We use AERONET coarse AOD and satellite-derived dust AOD (Ridley et al., 2016) as the observational benchmark with which to compare the different emissions. This is not an evaluation of the dust scheme; the comparison simply indicates any relative changes in the agreement with observations and whether the proposed scaling factor for the offline emissions is reasonable. For comparison with AERONET coarse AOD we include the coarse sea-salt AOD from the model for completeness. However, the majority of sites are in locations with limited contribution from sea-salt aerosol. Comparison with daily AERONET coarse AOD indicates that there is a small increase in correlation and a reduction in bias when using the native resolution dust emissions (Figure 4). In most cases, the coarse AOD was previously underestimated in the model (at sites where AERONET coarse AOD is > 0.1 for 2013); therefore, the slope between model and observed coarse AOD is closer to the 1:1 line when comparing the two model versions with the same scaling factor (Figure 5). In some regions, such as sites in north-west Africa, the slope is often greater than the 1:1 line, primarily owing to too strong summertime dust emissions (red symbols on Figure 5).

DU Figure4.jpg
Figure 4 – Taylor diagrams indicating the change in correlation and bias relative to AERONET coarse AOD for the offline 2.0° x 2.5° emissions (red crosses) and for the 0.5° x 0.625° emissions (blue diamonds). Only AERONET sites at which coarse AOD > 0.1 for 2013 are shown. The coordinate x=1 and y=0 represent a perfect correlation and no bias relative to AERONET; therefore, movement clockwise and towards a radius of 1.0 indicates an improvement in agreement with observations.
DU Figure5a.jpg
Figure 5 - Model daily coarse AOD for offline emissions at 2.0° x 2.5° (pluses) and 0.5° x 0.625° (diamonds) resolution sampled to AERONET site locations, shown for available AERONET daily data in 2013. Color indicates season for DJF (blue), MAM (green), JJA (red), and SON (orange). The slope of the 2.0° x 2.5° and 0.5° x 0.625° resolution models relative to AERONET are shown as dashed and solid black lines, respectively. We only display sites where the AERONET coarse AOD > 0.1 for 2013. Slope (M), intercept (C), correlation (R), Relative bias (B), and RMSE (E) are shown for the 2.0° x 2.5° (left) and 0.5° x 0.625° (right) version of the model. Average coarse AOD is shown in bottom right.
DU Figure5b.jpg
Figure 5 – …continued. AERONET site names with latitude and longitude shown above each panel.

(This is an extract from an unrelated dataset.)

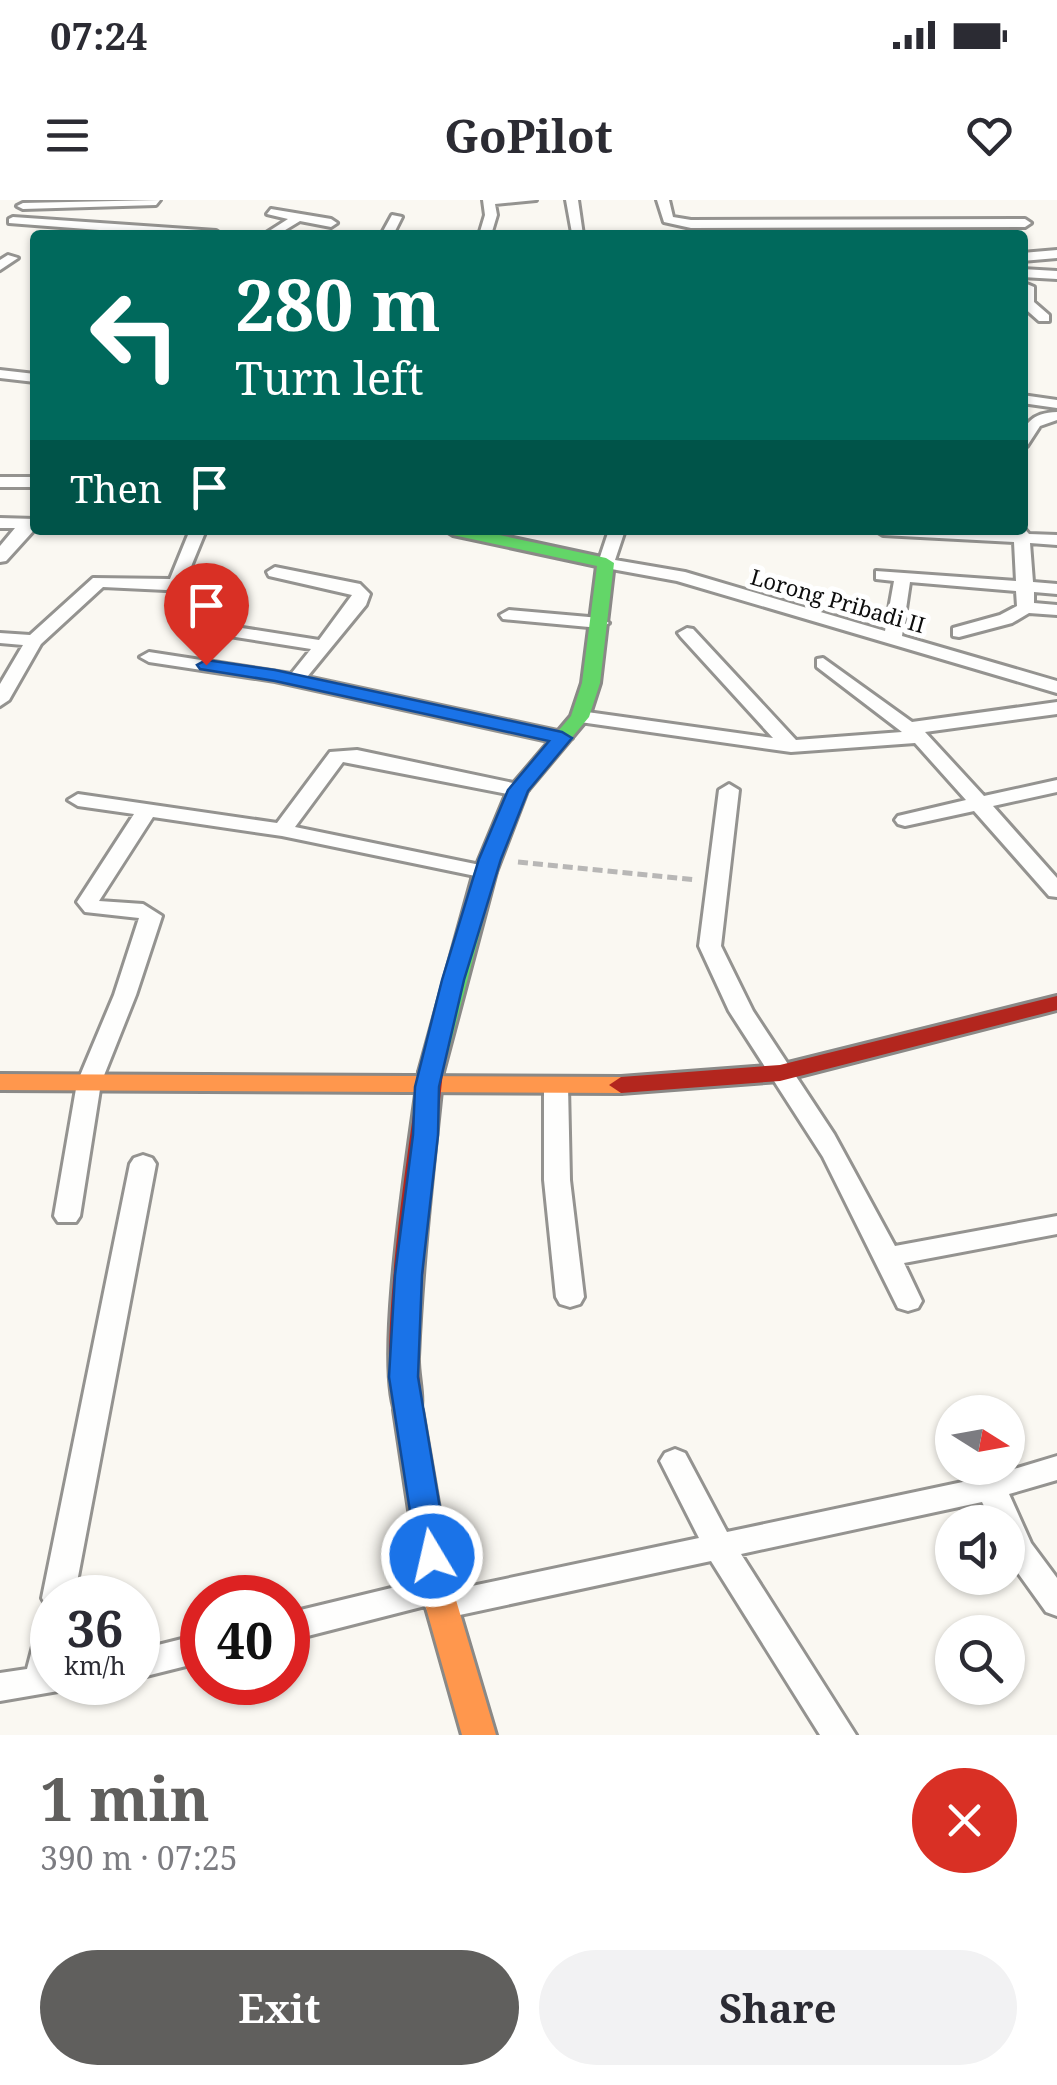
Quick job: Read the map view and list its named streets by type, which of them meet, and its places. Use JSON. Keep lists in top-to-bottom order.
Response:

Figure 6 shows that the higher resolution emissions alter the seasonality of AOD in the key dust regions, but not dramatically. Globally, the 0.5° x 0.625° emissions redistribute the dust such that the summertime dust AOD increases more than the wintertime dust AOD decreases, yielding a slight improvement relative to the satellite-derived dust AOD estimates. The emissions from African regions decrease slightly relative to the other regions and decrease mostly in winter and spring. This change also brings the model into better agreement with the AOD estimated from the satellite observations. Interannual variability can be large over small regions; therefore, the satellite dust AOD estimates from 2004 – 2008 are only used as a guide when exploring the seasonality. However, regional and seasonal agreement between model and observations have a lot of room for improvement. Testing other emissions parameterizations and surface representation are an ongoing area of research.

DU Figure6.jpg
Figure 6 – Model seasonal dust AOD for 2.0° x 2.5° (blue) and 0.5° x 0.625° (red) dust emissions from MERRA-2 for 2013. The satellite-derived seasonal dust AOD estimates corresponding to a different year from 2004 to 2008 (black lines) are included for reference.

Implementation of offline dust emissions in GEOS-Chem

The offline dust emissions are based on meteorological fields archived at Dalhousie from MERRA-2 and GEOS-FP at native resolution (0.5° x 0.625° and 0.25° x 0.3125°, respectively). They were generated using the HEMCO standalone model.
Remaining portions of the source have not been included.